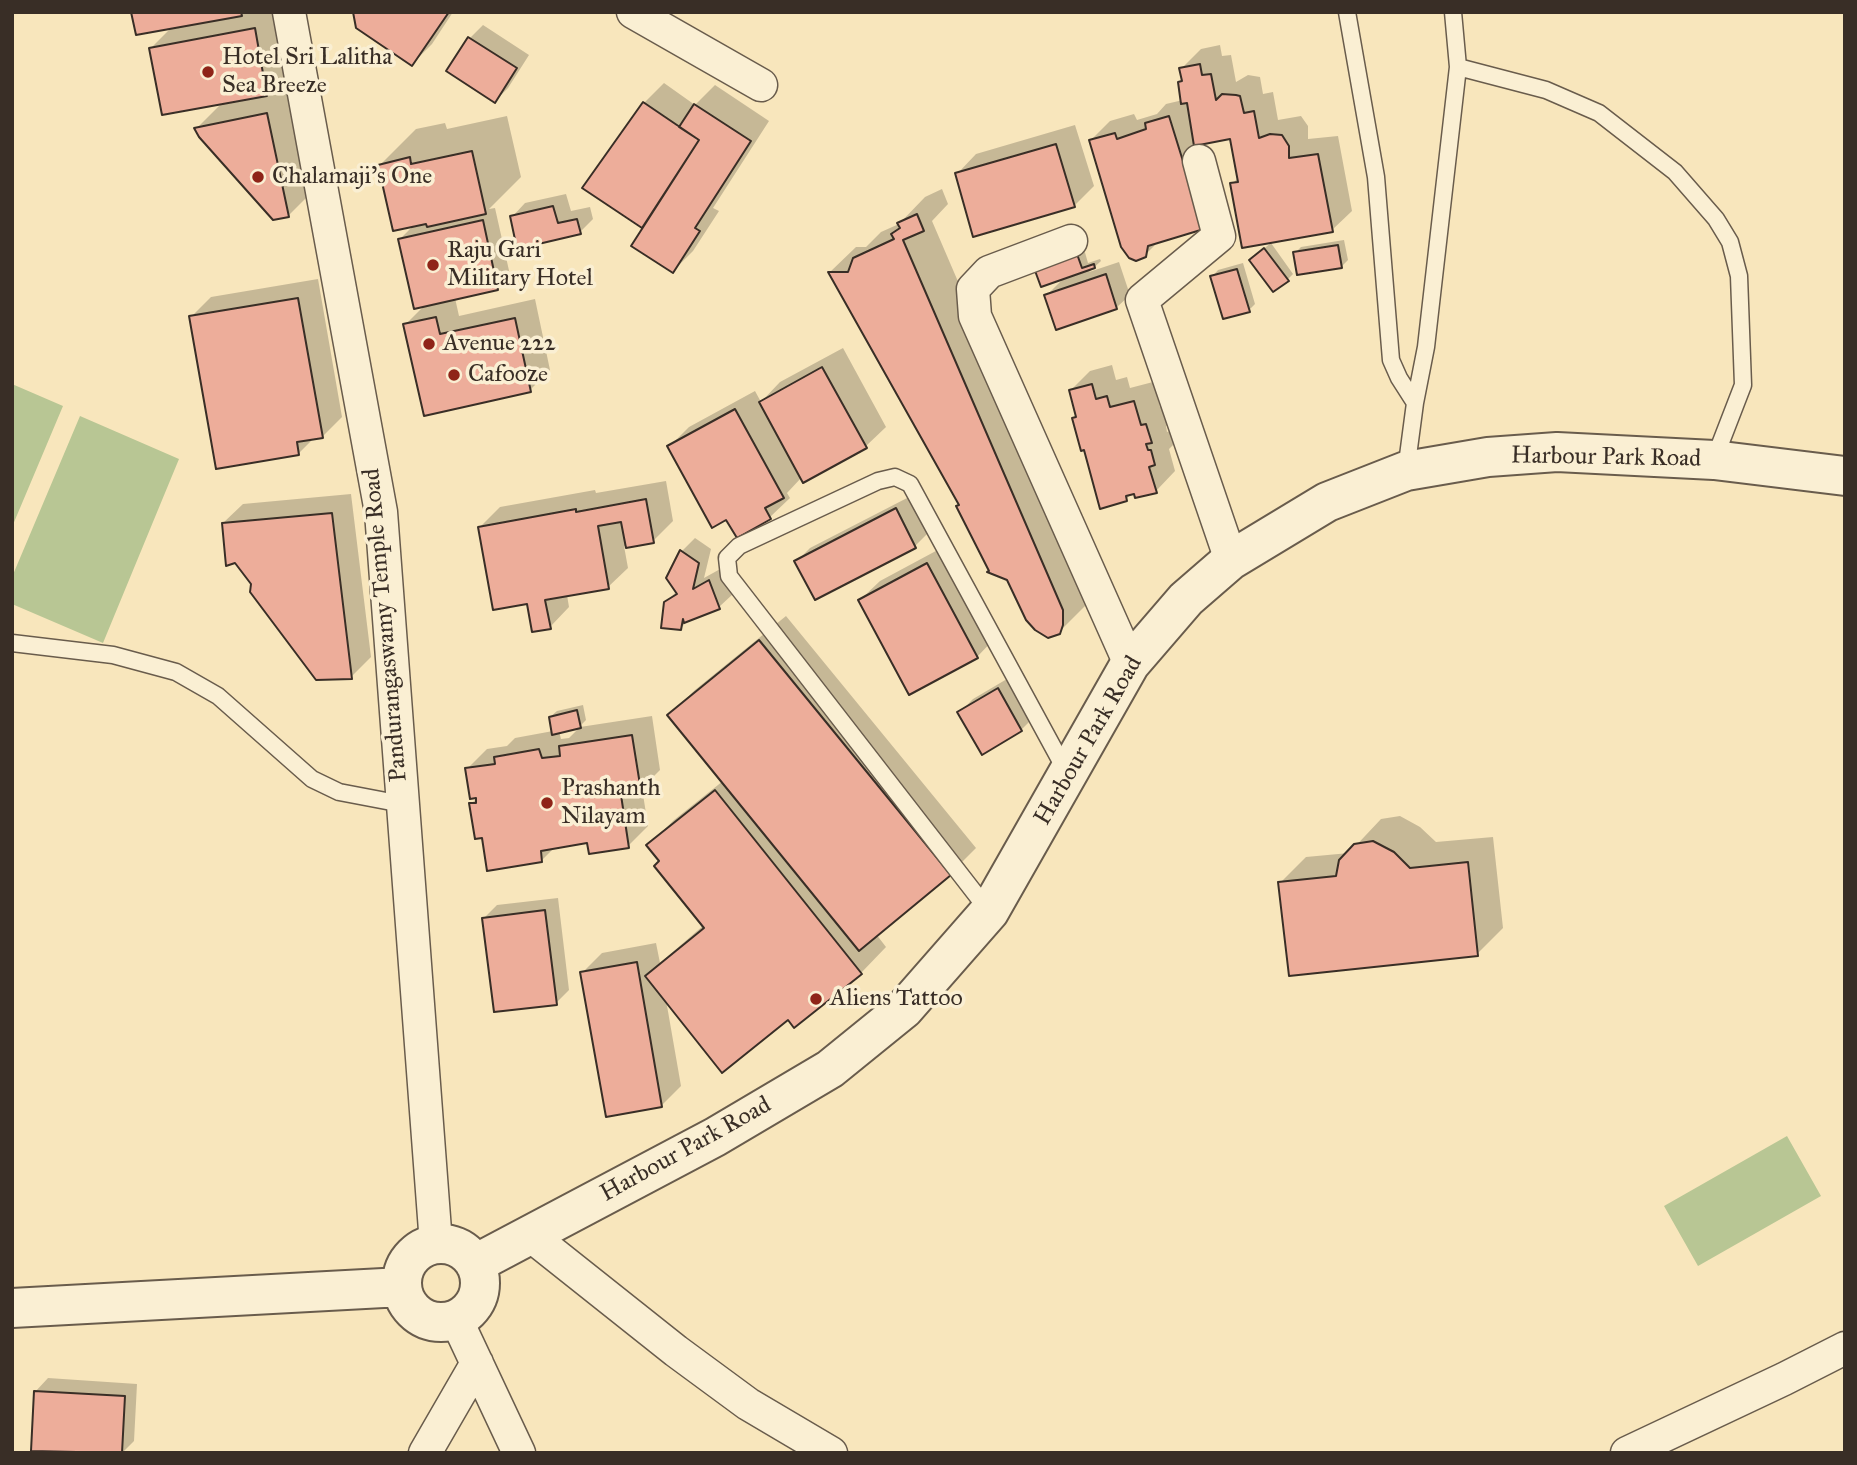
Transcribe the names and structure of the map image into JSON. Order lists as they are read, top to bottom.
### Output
{
  "streets": {
    "street": ["Harbour Park Road", "Pandurangaswamy Temple Road"]
  },
  "crossings": [
    ["Harbour Park Road", "Pandurangaswamy Temple Road"]
  ],
  "places": [
    "Hotel Sri Lalitha Sea Breeze",
    "Chalamaji's One",
    "Raju Gari Military Hotel",
    "Avenue 222",
    "Cafooze",
    "Prashanth Nilayam",
    "Aliens Tattoo"
  ]
}
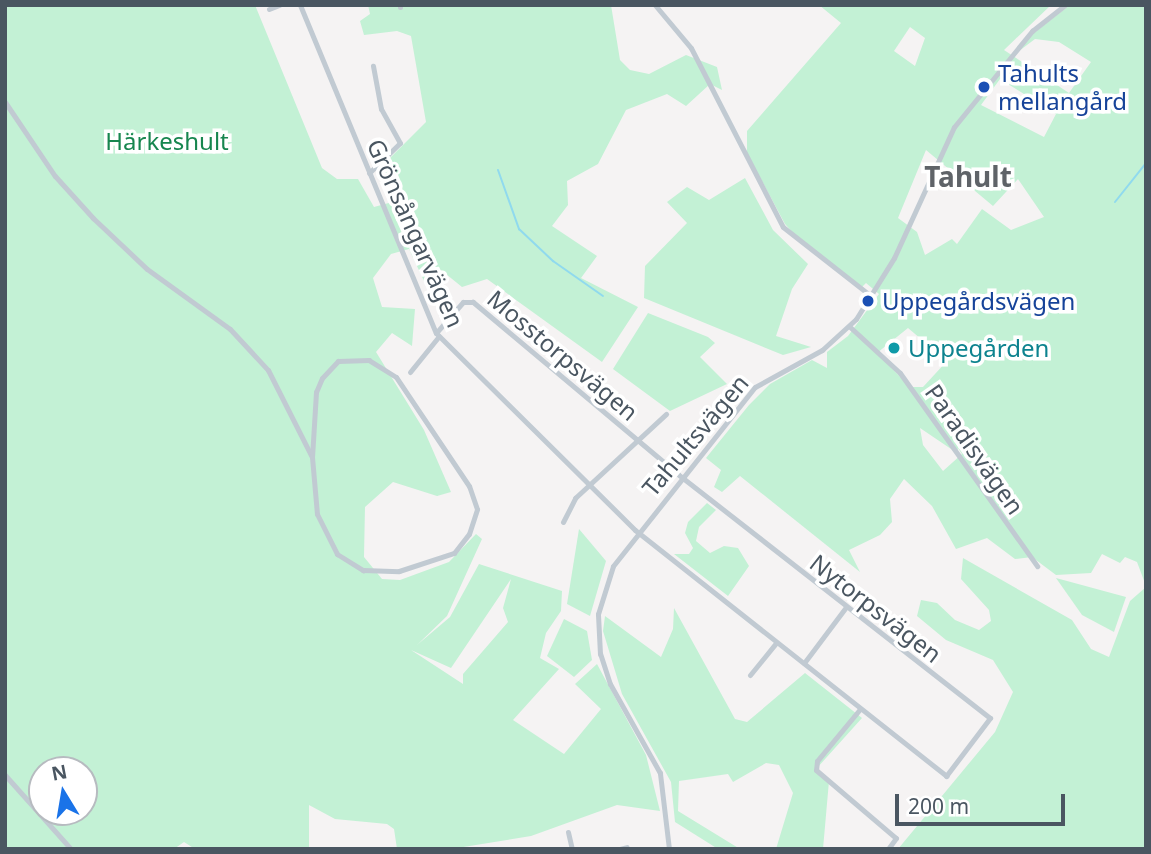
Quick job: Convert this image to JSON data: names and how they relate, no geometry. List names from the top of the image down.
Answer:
{
  "streets": {
    "street": [
      "Grönsångarvägen",
      "Mosstorpsvägen",
      "Tahultsvägen",
      "Paradisvägen",
      "Nytorpsvägen"
    ]
  },
  "crossings": [
    ["Grönsångarvägen", "Mosstorpsvägen"],
    ["Grönsångarvägen", "Tahultsvägen"],
    ["Grönsångarvägen", "Nytorpsvägen"],
    ["Mosstorpsvägen", "Tahultsvägen"],
    ["Mosstorpsvägen", "Nytorpsvägen"],
    ["Tahultsvägen", "Paradisvägen"],
    ["Tahultsvägen", "Nytorpsvägen"]
  ],
  "districts": ["Tahult"],
  "parks": ["Härkeshult"],
  "places": ["Tahults mellangård", "Uppegårdsvägen", "Uppegården"],
  "scale_bar": "200 m",
  "north": "top"
}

----

About this exercise —
Leaving the pictures out, output the material exactly as it appears.

Exercise response —
Transcribe the names and structure of the map image into JSON. Order lists as they are read, top to bottom.
### Output
{
  "streets": {
    "street": ["Harbour Park Road", "Pandurangaswamy Temple Road"]
  },
  "crossings": [
    ["Harbour Park Road", "Pandurangaswamy Temple Road"]
  ],
  "places": [
    "Hotel Sri Lalitha Sea Breeze",
    "Chalamaji's One",
    "Raju Gari Military Hotel",
    "Avenue 222",
    "Cafooze",
    "Prashanth Nilayam",
    "Aliens Tattoo"
  ]
}
Quick job: Convert this image to JSON data: names and how they relate, no geometry. List names from the top of the image down.
Answer:
{
  "streets": {
    "street": [
      "Grönsångarvägen",
      "Mosstorpsvägen",
      "Tahultsvägen",
      "Paradisvägen",
      "Nytorpsvägen"
    ]
  },
  "crossings": [
    ["Grönsångarvägen", "Mosstorpsvägen"],
    ["Grönsångarvägen", "Tahultsvägen"],
    ["Grönsångarvägen", "Nytorpsvägen"],
    ["Mosstorpsvägen", "Tahultsvägen"],
    ["Mosstorpsvägen", "Nytorpsvägen"],
    ["Tahultsvägen", "Paradisvägen"],
    ["Tahultsvägen", "Nytorpsvägen"]
  ],
  "districts": ["Tahult"],
  "parks": ["Härkeshult"],
  "places": ["Tahults mellangård", "Uppegårdsvägen", "Uppegården"],
  "scale_bar": "200 m",
  "north": "top"
}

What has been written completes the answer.